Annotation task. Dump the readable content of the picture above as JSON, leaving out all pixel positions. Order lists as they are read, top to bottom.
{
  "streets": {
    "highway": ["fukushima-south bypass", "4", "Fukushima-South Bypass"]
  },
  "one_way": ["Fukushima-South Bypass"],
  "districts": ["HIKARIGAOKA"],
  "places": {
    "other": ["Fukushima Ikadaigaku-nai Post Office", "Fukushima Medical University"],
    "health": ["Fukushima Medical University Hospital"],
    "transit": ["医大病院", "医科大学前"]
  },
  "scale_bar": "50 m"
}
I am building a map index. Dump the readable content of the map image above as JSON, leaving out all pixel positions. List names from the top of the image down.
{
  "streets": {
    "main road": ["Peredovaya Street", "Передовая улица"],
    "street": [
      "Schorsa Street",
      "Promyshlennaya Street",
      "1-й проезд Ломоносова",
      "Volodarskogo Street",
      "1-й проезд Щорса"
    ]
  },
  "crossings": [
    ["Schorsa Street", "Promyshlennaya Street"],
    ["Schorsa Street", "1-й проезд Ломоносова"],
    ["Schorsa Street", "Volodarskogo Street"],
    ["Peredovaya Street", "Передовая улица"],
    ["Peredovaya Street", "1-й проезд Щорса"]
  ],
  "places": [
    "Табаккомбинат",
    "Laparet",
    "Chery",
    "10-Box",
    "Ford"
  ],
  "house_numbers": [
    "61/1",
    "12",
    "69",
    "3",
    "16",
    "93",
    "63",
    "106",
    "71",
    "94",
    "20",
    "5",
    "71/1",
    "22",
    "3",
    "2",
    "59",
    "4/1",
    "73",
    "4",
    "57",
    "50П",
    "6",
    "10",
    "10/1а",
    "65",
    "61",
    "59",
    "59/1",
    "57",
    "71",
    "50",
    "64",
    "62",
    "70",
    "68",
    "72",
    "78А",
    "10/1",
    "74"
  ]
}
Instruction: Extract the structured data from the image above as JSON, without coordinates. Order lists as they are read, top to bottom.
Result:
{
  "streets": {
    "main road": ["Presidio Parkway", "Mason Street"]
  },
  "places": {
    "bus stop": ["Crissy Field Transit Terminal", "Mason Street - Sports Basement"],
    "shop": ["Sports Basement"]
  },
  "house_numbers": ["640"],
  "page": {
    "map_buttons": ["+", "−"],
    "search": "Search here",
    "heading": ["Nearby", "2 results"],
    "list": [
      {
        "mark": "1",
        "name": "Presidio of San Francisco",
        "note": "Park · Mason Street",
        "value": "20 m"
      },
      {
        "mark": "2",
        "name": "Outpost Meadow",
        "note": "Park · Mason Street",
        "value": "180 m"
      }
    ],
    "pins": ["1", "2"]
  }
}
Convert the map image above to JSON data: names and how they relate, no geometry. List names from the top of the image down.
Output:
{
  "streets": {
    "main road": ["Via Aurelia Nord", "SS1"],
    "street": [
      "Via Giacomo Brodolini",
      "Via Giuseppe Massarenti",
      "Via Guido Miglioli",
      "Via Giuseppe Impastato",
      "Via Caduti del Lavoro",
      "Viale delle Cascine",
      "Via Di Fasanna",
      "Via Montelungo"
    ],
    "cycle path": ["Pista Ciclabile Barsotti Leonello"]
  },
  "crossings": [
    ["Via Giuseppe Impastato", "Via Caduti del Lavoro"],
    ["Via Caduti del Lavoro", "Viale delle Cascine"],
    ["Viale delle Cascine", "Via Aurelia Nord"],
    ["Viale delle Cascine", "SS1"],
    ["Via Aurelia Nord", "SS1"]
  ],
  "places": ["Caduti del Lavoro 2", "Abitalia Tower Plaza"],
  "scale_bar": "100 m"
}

- Your goal: When the string "data" occurs in a line of the material, that line belongs in the answer.

- Response to this exercise:
Instruction: Extract the structured data from the image above as JSON, without coordinates. Order lists as they are read, top to bottom.
Convert the map image above to JSON data: names and how they relate, no geometry. List names from the top of the image down.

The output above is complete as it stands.